» WHAT THE TASK ASKS
Filter the data for "position" and copy matching lines.

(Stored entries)
[Start of Attachment]

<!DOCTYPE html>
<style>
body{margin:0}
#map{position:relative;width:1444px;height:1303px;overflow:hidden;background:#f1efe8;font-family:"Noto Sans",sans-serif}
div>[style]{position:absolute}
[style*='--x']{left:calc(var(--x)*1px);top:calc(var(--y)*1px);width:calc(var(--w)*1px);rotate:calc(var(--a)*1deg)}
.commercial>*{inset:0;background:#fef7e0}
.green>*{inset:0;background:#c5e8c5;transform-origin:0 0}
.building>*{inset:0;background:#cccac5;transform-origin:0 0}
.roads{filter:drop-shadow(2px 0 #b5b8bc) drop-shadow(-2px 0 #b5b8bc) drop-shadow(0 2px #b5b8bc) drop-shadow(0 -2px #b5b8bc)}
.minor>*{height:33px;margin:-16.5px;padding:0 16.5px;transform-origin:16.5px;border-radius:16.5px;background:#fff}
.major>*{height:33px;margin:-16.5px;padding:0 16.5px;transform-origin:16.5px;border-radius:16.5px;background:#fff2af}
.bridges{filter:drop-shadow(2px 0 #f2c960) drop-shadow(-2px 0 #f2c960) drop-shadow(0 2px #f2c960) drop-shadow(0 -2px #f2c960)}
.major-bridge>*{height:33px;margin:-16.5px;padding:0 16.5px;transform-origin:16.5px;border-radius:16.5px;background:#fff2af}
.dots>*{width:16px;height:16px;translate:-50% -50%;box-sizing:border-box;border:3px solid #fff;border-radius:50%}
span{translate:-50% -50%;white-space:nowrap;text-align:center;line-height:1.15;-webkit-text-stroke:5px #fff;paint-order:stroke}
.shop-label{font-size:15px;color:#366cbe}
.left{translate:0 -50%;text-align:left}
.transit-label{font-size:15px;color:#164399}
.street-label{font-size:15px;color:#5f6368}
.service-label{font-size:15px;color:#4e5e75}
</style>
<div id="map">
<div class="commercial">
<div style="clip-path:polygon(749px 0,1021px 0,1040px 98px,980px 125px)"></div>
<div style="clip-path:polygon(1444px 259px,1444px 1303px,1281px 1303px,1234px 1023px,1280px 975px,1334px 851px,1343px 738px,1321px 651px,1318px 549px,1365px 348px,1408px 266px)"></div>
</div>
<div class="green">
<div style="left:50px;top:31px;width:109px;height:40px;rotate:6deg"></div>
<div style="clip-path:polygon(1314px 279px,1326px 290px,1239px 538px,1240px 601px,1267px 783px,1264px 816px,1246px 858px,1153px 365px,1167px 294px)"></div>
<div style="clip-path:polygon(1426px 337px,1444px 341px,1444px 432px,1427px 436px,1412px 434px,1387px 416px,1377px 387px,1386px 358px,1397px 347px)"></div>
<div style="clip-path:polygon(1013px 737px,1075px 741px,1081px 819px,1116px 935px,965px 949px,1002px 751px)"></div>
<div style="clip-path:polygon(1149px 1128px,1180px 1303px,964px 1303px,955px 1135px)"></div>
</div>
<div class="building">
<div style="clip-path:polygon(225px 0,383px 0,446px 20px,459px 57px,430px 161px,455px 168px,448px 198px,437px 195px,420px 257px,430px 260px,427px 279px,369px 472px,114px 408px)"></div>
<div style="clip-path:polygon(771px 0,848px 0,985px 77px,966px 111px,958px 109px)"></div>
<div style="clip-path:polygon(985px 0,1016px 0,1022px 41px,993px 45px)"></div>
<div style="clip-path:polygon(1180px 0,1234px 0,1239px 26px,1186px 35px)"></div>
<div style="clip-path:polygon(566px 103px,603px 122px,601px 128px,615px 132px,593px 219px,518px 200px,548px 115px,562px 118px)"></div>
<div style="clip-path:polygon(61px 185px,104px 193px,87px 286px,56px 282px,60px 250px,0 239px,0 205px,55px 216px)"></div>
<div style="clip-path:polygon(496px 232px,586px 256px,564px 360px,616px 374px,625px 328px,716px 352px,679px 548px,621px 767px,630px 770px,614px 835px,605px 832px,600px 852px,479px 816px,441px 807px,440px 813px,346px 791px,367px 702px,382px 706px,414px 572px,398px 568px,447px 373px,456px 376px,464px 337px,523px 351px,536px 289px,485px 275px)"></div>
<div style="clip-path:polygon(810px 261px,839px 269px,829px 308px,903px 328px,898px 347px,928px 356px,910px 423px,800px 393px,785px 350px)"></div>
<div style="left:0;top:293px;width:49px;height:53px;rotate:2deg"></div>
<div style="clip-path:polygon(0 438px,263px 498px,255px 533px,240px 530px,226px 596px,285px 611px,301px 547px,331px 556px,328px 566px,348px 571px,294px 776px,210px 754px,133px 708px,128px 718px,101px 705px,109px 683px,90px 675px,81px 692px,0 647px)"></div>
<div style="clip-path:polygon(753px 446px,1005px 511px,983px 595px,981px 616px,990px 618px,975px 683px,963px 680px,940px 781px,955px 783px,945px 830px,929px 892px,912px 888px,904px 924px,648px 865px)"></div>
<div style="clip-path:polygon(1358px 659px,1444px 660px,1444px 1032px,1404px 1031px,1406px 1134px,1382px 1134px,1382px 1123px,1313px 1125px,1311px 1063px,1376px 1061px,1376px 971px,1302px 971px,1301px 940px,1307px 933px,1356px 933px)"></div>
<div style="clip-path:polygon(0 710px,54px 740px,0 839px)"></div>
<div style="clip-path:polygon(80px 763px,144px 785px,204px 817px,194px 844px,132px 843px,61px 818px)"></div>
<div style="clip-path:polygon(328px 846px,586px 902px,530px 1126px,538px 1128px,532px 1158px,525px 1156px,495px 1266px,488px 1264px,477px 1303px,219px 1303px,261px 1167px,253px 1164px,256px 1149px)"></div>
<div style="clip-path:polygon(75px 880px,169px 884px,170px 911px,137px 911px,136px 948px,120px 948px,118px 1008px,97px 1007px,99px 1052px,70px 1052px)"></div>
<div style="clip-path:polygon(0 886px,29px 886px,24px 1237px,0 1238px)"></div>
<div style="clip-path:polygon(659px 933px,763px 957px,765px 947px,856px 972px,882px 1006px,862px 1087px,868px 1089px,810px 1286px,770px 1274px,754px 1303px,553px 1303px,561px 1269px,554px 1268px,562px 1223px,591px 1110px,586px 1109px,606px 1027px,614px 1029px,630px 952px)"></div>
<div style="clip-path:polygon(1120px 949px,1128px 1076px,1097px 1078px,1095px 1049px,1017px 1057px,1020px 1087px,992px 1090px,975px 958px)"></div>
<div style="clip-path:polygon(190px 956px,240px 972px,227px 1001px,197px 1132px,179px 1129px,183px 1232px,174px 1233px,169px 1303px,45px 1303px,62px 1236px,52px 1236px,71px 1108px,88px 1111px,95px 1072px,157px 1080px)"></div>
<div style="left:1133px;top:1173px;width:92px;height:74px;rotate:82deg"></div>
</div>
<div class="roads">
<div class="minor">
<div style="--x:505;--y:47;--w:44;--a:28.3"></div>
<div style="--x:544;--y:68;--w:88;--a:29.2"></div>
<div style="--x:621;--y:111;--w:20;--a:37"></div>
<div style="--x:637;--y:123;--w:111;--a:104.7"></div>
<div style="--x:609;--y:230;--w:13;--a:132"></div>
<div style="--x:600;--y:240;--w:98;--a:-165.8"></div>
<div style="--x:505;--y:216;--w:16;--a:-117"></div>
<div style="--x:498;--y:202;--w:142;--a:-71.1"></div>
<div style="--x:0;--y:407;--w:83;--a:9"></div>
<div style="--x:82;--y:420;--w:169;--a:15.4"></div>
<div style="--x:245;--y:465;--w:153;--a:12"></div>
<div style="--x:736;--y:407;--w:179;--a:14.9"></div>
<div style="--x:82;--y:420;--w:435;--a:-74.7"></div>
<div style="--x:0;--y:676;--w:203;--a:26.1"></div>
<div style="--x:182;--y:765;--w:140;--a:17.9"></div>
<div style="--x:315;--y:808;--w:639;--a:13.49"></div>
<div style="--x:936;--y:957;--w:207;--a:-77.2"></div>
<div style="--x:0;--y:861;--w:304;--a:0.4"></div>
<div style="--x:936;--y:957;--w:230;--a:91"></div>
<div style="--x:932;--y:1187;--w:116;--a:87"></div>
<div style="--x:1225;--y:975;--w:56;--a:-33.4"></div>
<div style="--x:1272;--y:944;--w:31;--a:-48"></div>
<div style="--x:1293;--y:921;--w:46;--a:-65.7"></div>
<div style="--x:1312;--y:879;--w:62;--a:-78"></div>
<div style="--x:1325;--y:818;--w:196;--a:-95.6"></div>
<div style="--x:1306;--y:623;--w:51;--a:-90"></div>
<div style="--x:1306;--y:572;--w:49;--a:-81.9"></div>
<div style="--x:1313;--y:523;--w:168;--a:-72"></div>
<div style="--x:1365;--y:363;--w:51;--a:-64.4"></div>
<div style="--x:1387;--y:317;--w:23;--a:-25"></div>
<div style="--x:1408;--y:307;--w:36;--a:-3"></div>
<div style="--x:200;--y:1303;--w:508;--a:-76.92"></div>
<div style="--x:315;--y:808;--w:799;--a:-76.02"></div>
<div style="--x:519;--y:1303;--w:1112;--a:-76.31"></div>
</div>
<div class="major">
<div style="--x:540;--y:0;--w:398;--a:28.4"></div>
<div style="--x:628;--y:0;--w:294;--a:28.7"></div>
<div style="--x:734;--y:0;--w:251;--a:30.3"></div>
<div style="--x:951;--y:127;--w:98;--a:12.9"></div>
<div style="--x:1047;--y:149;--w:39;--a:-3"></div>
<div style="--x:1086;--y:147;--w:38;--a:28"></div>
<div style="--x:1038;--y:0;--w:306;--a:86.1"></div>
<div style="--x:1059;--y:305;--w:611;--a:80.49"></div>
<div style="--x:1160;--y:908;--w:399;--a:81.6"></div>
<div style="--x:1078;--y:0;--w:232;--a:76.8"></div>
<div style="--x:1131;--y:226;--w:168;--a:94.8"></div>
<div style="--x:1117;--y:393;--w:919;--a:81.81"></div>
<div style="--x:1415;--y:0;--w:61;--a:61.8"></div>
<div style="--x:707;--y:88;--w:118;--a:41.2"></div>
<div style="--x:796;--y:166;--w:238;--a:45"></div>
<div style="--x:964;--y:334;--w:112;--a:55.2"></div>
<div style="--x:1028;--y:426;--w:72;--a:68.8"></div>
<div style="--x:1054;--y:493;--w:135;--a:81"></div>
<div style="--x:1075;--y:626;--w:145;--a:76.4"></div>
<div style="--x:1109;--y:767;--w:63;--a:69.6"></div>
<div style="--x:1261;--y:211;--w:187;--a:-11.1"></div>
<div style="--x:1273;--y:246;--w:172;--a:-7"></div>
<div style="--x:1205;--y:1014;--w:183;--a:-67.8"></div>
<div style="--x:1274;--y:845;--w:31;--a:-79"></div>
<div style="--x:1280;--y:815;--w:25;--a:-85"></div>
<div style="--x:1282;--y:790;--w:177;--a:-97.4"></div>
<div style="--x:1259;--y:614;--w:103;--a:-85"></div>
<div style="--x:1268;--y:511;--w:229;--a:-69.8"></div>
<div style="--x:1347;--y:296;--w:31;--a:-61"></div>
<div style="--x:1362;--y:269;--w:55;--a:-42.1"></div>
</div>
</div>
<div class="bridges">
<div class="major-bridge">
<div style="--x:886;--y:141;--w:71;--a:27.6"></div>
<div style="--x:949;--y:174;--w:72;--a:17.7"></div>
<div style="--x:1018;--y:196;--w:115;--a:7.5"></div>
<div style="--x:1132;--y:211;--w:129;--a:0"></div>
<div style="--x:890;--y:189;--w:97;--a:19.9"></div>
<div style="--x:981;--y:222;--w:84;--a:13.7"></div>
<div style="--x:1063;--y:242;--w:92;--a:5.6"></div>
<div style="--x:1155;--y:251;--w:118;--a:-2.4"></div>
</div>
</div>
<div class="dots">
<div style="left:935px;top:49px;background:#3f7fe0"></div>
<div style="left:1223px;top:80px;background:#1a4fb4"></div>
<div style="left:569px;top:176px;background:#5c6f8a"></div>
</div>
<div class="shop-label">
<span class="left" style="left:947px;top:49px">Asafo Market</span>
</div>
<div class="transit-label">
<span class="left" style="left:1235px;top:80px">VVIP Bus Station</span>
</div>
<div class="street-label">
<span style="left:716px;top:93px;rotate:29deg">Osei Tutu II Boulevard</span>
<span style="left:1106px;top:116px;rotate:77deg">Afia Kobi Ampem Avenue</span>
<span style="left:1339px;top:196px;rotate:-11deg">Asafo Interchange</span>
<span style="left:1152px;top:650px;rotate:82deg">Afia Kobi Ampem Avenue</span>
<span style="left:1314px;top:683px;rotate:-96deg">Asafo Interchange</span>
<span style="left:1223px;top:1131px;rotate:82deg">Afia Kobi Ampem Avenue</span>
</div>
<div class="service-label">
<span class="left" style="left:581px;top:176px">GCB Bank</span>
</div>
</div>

[End of Attachment]

» EXPECTED OUTPUT
#map{position:relative;width:1444px;height:1303px;overflow:hidden;background:#f1efe8;font-family:"Noto Sans",sans-serif}
div>[style]{position:absolute}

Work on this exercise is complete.